Boesenbergia maxwellii

Scientific classification
- Kingdom: Plantae
- Clade: Tracheophytes
- Clade: Angiosperms
- Clade: Monocots
- Clade: Commelinids
- Order: Zingiberales
- Family: Zingiberaceae
- Genus: Boesenbergia
- Species: B. maxwellii
- Binomial name: Boesenbergia maxwellii Mood, Prince & Triboun, 2013

= Boesenbergia maxwellii =

- Genus: Boesenbergia
- Species: maxwellii
- Authority: Mood, Prince & Triboun, 2013

Species of flowering plant

Boesenbergia maxwellii is a plant species in the family Zingiberaceae and tribe Zingibereae; its native range is in Indo-China from Myanmar to Laos.

==Description==
B. maxwellii is a herb, growing up to 1.5 m tall.
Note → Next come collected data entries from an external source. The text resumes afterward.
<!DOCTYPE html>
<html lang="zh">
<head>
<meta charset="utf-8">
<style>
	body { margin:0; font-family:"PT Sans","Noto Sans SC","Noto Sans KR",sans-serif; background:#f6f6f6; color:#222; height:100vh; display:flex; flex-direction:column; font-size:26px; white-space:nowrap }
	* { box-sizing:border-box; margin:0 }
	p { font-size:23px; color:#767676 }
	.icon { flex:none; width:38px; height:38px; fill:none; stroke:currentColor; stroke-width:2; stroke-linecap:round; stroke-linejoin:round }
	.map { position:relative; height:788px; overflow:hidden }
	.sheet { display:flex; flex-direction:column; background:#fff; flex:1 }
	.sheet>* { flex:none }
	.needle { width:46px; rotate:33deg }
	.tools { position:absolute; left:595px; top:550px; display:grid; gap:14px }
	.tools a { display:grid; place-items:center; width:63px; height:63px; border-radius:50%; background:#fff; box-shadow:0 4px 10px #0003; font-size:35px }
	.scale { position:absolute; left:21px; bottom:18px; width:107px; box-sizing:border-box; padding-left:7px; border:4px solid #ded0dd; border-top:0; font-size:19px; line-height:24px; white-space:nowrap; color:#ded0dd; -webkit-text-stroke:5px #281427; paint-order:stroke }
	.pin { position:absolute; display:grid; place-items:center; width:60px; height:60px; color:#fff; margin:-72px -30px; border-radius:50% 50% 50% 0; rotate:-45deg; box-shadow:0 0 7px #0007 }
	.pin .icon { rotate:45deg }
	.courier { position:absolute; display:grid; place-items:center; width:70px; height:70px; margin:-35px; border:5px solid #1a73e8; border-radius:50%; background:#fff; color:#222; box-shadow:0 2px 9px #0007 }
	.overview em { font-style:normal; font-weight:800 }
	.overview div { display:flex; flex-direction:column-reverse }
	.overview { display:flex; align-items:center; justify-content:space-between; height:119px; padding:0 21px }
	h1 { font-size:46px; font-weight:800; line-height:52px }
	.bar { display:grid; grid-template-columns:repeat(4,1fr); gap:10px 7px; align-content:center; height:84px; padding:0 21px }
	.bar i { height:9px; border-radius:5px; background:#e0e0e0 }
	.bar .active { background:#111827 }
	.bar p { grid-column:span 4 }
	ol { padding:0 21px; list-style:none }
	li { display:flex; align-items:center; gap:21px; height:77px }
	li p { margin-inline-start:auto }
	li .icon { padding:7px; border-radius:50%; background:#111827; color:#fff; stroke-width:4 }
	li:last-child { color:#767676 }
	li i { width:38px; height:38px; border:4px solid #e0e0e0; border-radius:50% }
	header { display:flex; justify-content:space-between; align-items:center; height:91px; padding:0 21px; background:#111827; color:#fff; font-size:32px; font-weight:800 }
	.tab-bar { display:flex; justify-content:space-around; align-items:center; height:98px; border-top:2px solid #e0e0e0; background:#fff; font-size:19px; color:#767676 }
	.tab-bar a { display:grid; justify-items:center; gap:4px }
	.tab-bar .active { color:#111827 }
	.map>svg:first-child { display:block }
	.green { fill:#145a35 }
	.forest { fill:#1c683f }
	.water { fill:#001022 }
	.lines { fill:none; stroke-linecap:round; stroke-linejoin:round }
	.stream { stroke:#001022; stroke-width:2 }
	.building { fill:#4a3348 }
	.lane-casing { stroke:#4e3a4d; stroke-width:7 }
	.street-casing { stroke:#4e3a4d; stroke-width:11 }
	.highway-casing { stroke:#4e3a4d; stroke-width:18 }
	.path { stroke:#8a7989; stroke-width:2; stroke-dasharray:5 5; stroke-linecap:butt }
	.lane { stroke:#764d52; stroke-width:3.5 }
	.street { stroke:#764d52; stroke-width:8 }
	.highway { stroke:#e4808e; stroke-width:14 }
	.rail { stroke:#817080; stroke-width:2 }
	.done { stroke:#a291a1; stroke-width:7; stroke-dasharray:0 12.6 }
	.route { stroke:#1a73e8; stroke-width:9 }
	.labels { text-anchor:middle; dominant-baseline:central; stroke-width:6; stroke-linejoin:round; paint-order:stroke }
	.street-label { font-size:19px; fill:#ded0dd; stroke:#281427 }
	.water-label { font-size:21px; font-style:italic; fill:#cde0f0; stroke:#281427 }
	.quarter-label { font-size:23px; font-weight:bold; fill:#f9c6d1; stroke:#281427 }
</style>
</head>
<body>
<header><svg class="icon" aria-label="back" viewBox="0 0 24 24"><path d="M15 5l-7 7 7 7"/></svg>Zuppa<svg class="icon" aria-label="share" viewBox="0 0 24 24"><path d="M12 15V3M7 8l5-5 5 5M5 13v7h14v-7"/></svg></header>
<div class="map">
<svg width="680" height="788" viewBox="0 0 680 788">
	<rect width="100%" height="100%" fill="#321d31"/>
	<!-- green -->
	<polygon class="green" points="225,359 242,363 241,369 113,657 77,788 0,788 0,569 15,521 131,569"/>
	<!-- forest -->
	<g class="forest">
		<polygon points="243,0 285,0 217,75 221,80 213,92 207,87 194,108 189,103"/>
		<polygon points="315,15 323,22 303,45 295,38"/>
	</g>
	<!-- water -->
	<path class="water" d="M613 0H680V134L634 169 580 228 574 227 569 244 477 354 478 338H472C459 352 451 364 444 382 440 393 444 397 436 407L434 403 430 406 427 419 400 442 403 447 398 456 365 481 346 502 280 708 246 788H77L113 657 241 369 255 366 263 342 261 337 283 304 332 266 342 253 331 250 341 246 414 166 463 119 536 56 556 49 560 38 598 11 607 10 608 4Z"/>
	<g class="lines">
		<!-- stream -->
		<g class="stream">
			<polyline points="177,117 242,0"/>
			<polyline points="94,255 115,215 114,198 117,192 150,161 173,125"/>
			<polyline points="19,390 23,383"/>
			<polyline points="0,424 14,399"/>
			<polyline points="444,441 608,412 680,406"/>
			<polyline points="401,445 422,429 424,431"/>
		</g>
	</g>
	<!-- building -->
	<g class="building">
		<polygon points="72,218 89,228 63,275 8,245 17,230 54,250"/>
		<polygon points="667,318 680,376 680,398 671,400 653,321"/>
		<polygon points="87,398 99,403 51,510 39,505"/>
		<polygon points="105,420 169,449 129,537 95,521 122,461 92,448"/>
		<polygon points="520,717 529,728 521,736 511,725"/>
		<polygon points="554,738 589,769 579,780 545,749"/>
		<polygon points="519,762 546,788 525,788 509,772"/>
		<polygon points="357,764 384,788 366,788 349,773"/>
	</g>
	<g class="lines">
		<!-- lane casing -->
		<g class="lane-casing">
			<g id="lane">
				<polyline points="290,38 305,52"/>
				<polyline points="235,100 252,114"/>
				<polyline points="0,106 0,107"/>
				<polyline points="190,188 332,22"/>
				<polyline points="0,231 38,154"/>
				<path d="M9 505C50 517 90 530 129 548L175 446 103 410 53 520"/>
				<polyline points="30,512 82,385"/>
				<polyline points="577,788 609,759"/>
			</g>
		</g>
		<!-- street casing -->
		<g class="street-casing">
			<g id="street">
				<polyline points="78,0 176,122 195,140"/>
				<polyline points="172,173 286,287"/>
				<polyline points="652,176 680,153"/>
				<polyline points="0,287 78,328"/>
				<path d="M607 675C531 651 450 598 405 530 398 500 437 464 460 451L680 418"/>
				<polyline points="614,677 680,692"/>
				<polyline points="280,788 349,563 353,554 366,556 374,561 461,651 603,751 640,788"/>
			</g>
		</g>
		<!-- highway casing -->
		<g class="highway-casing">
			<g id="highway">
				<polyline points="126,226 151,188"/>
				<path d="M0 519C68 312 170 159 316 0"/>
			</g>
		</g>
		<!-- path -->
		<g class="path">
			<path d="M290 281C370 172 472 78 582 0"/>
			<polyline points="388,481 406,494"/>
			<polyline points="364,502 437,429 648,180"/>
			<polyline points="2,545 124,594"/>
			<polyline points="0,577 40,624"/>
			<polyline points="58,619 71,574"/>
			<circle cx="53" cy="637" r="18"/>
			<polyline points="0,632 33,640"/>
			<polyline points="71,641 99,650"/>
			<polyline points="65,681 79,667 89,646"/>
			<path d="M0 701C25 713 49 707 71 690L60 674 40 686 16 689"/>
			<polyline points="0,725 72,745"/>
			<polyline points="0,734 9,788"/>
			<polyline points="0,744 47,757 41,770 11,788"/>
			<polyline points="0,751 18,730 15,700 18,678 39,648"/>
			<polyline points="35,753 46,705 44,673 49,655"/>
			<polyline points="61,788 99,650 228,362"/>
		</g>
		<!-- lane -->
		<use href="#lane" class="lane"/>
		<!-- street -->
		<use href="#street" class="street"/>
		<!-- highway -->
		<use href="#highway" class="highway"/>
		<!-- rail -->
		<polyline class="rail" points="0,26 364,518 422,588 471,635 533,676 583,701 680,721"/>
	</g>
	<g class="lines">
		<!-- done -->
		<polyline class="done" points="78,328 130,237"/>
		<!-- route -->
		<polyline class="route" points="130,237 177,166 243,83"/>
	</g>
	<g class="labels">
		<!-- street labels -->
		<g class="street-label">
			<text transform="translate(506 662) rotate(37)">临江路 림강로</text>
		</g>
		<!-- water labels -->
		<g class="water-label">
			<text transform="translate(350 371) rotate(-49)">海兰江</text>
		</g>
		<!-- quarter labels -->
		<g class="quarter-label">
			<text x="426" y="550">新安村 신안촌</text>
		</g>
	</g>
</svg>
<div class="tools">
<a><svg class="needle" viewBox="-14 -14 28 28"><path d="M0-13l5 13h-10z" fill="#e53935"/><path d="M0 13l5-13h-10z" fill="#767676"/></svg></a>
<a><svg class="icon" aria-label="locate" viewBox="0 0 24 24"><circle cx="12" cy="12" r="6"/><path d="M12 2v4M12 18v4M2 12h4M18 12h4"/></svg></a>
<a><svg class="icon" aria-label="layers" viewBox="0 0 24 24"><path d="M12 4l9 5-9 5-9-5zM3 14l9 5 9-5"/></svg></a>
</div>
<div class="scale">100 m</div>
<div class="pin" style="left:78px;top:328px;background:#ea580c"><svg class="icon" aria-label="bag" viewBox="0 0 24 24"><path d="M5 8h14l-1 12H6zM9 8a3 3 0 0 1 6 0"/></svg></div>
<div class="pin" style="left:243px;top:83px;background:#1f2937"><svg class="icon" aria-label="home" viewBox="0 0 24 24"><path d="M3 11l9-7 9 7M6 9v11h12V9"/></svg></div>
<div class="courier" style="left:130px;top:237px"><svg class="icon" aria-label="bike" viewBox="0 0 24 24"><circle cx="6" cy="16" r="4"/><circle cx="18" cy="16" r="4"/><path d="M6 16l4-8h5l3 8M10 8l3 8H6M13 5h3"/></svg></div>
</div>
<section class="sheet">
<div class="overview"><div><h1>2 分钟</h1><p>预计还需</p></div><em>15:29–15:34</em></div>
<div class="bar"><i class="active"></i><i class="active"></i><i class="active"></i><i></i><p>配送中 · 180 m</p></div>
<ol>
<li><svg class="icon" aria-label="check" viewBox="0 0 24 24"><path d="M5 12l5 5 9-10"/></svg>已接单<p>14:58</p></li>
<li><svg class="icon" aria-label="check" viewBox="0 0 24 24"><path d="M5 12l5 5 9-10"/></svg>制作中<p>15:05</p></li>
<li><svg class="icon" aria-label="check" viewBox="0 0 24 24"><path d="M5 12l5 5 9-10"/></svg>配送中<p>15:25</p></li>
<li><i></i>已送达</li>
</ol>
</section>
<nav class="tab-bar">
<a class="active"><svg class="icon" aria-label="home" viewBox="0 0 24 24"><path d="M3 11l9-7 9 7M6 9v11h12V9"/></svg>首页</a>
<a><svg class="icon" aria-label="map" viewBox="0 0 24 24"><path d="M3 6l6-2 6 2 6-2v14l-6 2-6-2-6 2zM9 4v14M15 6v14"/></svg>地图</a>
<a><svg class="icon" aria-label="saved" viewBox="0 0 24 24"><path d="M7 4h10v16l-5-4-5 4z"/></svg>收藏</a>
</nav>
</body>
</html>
The rhizome is small and approximately spherical, 10-20 mm in diameter, with numerous cylindrical tuberous roots. Its leaves are simple and alternate: dimension 300-500 x 150-250 mm. Its flower spikes arise directly from the rhizome; individual flowers are horn-shaped, up to 150 mm long. The flowers are white with a light labellum and dark pink- purple, sometimes with an orange base. Flowering (in Thailand) is in June–August.